Anti-conceptualisme maçonnique. — Idée de Dieu.

Toute doctrine religieuse ou se disant telle se caractérise par le concept métaphysique qui lui sert de base.

La plus ancienne théologie reposait sur l’idée de substance ; elle aboutissait, comme la philosophie de Spinoza, au panthéisme. Or, notons ce point : Qu’est-ce que la substance ? Ce que l’entendement conçoit comme le soutien ou substratum des phénomènes, mais qui, échappant aux sens, impénétrable à la connaissance, reste pour la raison comme une simple hypothèse de la logique, une conception.

La théologie juive eut pour dominante la notion de cause, force, puissance, virtualité. Son Dieu, rouach elohim, souffle divin ou esprit des forces, autrement dit Jehovah, puissance, est un principe différent de la matière, qu’il crée, anime, façonne, par son action souveraine.

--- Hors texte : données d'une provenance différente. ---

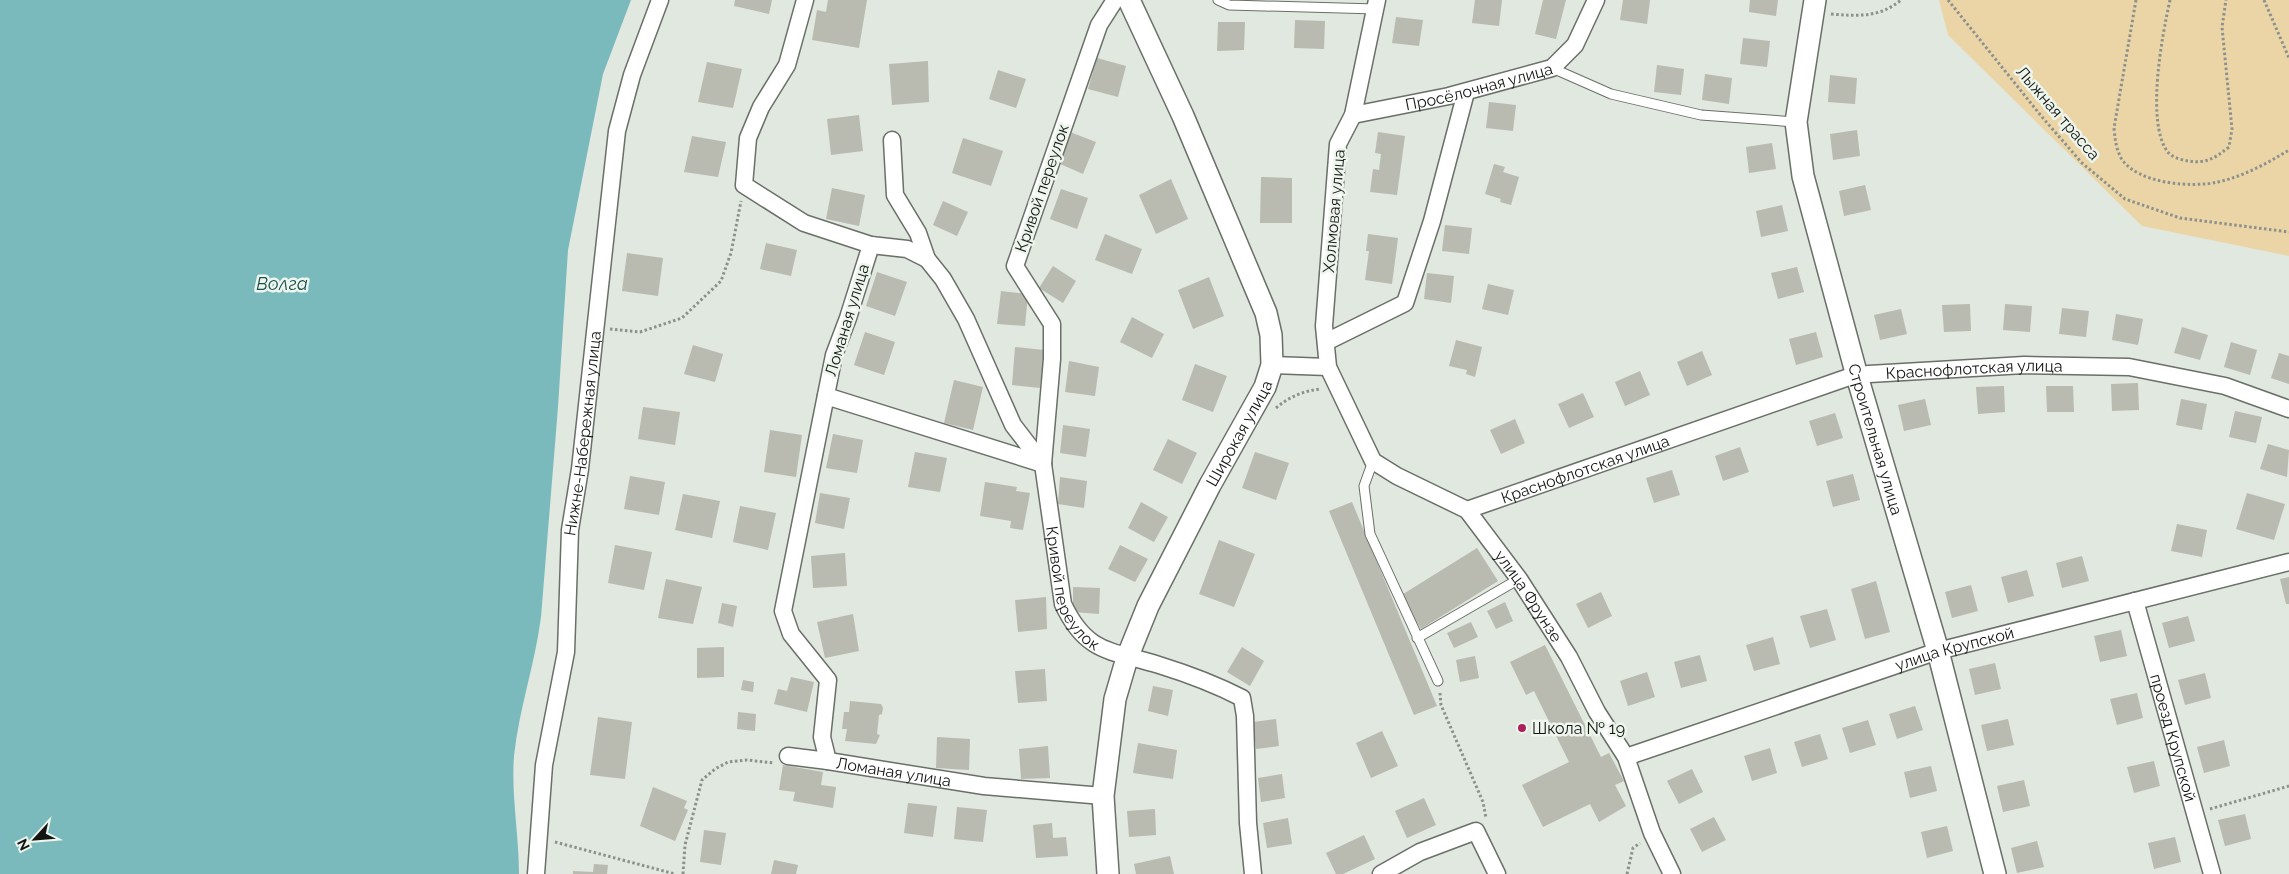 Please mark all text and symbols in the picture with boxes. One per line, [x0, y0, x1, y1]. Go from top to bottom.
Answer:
street label: Просёлочная улица [1404, 59, 1554, 114]
street label: Лыжная трасса [2012, 62, 2104, 164]
street label: Кривой переулок [1011, 121, 1073, 255]
street label: Холмовая улица [1319, 148, 1349, 274]
street label: Ломаная улица [821, 262, 873, 378]
water label: Волга [256, 273, 308, 294]
street label: Нижне-Набережная улица [560, 330, 605, 537]
street label: Краснофлотская улица [1885, 355, 2063, 383]
street label: Строительная улица [1845, 361, 1907, 517]
street label: Широкая улица [1202, 378, 1276, 490]
street label: Краснофлотская улица [1498, 431, 1672, 507]
street label: Кривой переулок [1042, 525, 1103, 654]
street label: улица Фрунзе [1491, 546, 1566, 645]
street label: улица Крупской [1892, 623, 2016, 674]
street label: проезд Крупской [2147, 672, 2201, 804]
place label: Школа № 19 [1532, 719, 1625, 738]
marker: Школа № 19 [1516, 722, 1528, 734]
street label: Ломаная улица [835, 753, 953, 790]
north arrow [10, 814, 60, 864]
text: N [14, 836, 33, 853] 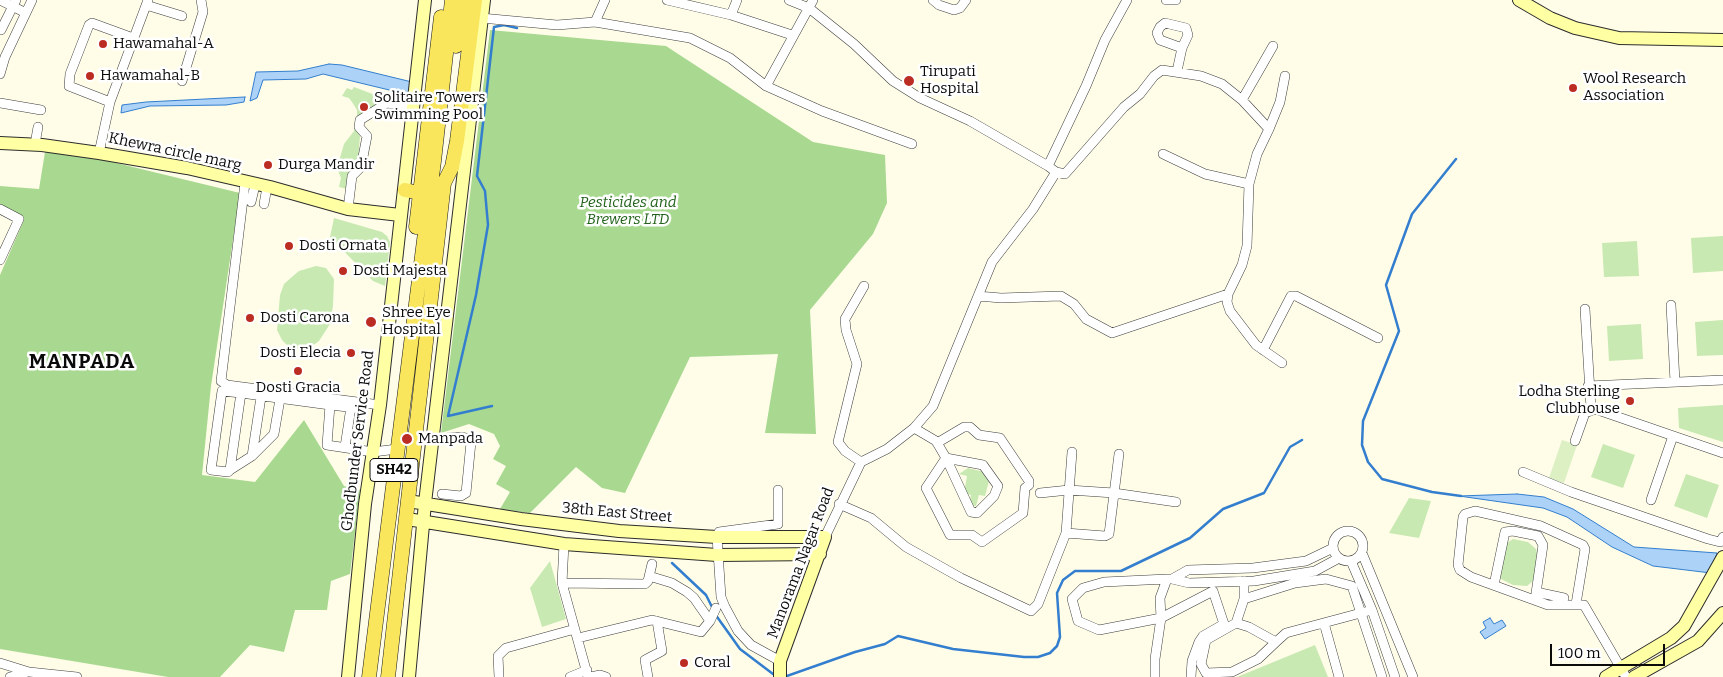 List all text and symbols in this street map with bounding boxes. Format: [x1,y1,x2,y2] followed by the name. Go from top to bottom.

Mais qu’est-ce que la cause, ou la force, en soi ? Encore une hypothèse de l’entendement, quelque chose d’ultra-phénoménal, une conception. Comme pendant du substantialisme de Spinoza, nous avons le dynamisme de Leibnitz.

La théologie chrétienne élève sur ces deux concepts, substance et cause, celui d’Intelligence ou Verbe. De là le gouvernement de la Providence et le règne des âmes, avec l’économie religieuse et sociale qui en découle. Mais qu’est-ce qu’une âme ? Quelle est cette entité, que Descartes définit, par une expression contradictoire, substance immatérielle ?… Une fiction de la pensée, c’est-à-dire toujours une conception.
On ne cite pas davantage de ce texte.